Tremont nodded. "Yeah, good point."

"Is this case officially closed?" she asked.

"From our perspective, pretty much. The perp is dead-probably buried out in the woods, which I guess someone smarter than me would find ironic."

"Did you pressure Ed Grayson again to give up the body?"

"As much as we could."

"And?"

"He won't talk. I wanted to offer him blanket immunity if he told us where Mercer's body was, but my big boss, Paul Copeland, wouldn't agree to that."

Wendy thought about Ed Grayson, wondered about trying to approach him again, see if maybe now he'd talk to her. Tremont knocked the newspapers off the couch and invited Wendy to sit. He fell into the BarcaLounger and picked up the remote.
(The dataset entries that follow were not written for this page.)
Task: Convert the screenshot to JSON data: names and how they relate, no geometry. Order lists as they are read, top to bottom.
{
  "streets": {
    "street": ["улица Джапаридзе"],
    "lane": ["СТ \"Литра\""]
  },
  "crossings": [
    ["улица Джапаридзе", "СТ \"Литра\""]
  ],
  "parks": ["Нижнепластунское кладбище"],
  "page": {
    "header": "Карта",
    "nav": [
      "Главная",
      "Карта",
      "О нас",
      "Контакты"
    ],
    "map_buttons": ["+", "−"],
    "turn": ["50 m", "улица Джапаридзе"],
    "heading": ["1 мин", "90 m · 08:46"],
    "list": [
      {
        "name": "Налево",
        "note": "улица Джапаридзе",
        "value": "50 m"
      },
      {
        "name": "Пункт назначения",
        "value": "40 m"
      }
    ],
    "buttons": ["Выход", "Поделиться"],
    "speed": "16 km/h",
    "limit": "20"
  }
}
"Do you know what show is on soon?"

"No."

"Crimstein's Court. You do know that she's repping Ed Grayson, right?"

"You told me."

"Right, I forgot. Anyway, she made some interesting points when we questioned him." He picked up the Captain Morgan and poured some in his glass. He offered her some, but she shook him off.

"What sort of points?"

"She made the argument that we should give Ed Grayson a medal for killing Dan Mercer."

"Because it was justice?"

"No, see, that would be one thing. But Hester was trying to make a larger point."

"That being?"

"If Grayson hadn't killed Mercer, we would never have found Haley's iPhone." He pointed the remote at the television and turned it off. "She noted that in three months of investigating, we had made no progress and that Ed Grayson had now provided us with the only clue to Haley's whereabouts. She further made the point that a good detective might have looked into a well-known pervert who had connections to the victim's neighborhood. And you know what?"

Wendy shook her head.

"Hester was right-how did I overlook an indicted sex offender with ties to Haley's town? Maybe Haley was alive for a few days. Maybe I could have saved her."
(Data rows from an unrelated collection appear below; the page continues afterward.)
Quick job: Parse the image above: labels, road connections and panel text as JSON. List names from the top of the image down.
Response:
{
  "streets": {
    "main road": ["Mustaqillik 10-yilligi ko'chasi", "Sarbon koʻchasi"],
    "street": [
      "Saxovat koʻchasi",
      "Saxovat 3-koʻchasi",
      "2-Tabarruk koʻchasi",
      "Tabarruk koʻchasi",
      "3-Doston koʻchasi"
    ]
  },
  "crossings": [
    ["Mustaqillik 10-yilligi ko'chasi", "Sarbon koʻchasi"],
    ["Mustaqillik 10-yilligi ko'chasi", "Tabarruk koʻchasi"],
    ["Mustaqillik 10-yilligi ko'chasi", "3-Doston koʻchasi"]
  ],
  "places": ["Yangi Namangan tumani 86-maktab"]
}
Wendy looked at the confident, if not creepy, depiction of Captain Morgan on the bottle's label. What a frightening companion to be alone with while you drank. She opened her mouth to argue his point, but he stopped her with a wave of his hand.
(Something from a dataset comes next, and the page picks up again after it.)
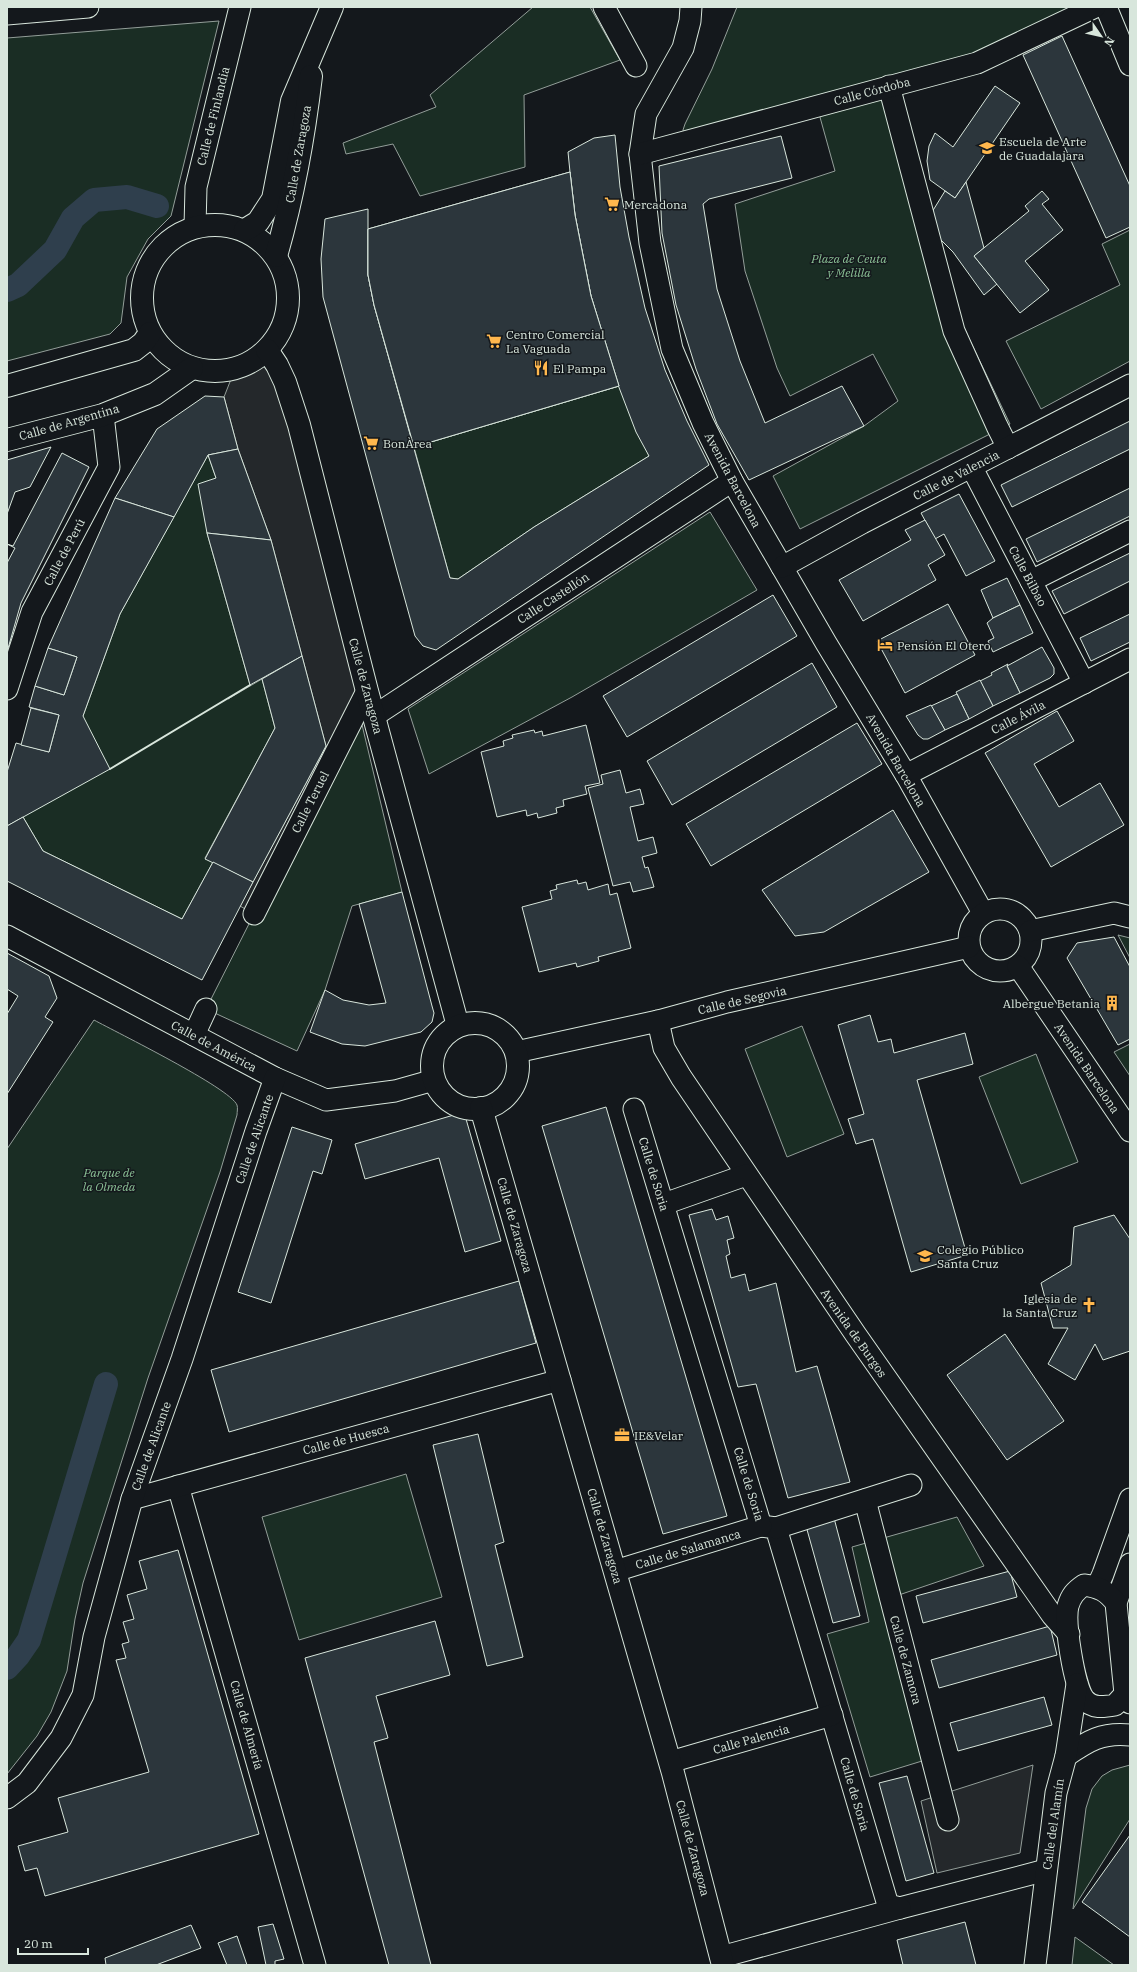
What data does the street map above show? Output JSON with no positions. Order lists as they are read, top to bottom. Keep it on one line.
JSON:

"Please don't say something patronizing. It'd be insulting."

He was right.

"So I doubt you came here to watch me wallow in self-pity."

"I don't know, Frank. It's pretty entertaining."

That made him almost smile. "What do you need, Wendy?"

"Why do you think Dan Mercer killed her?"

"You mean motive?"

"Yeah, that's exactly what I mean."

"Do you want the list in alphabetical order? As you somewhat proved, he was a sexual predator."

"Okay, I get that. But in this case, well, so what? Haley McWaid was seventeen years old. The age of consent in New Jersey is sixteen."

"Maybe he was afraid she'd talk."

"About what? She was legal."

"Still. It would be devastating to his case."

"So he killed her to keep it quiet?" She shook her head. "Did you find any sign of a previous relationship between Mercer and Haley?"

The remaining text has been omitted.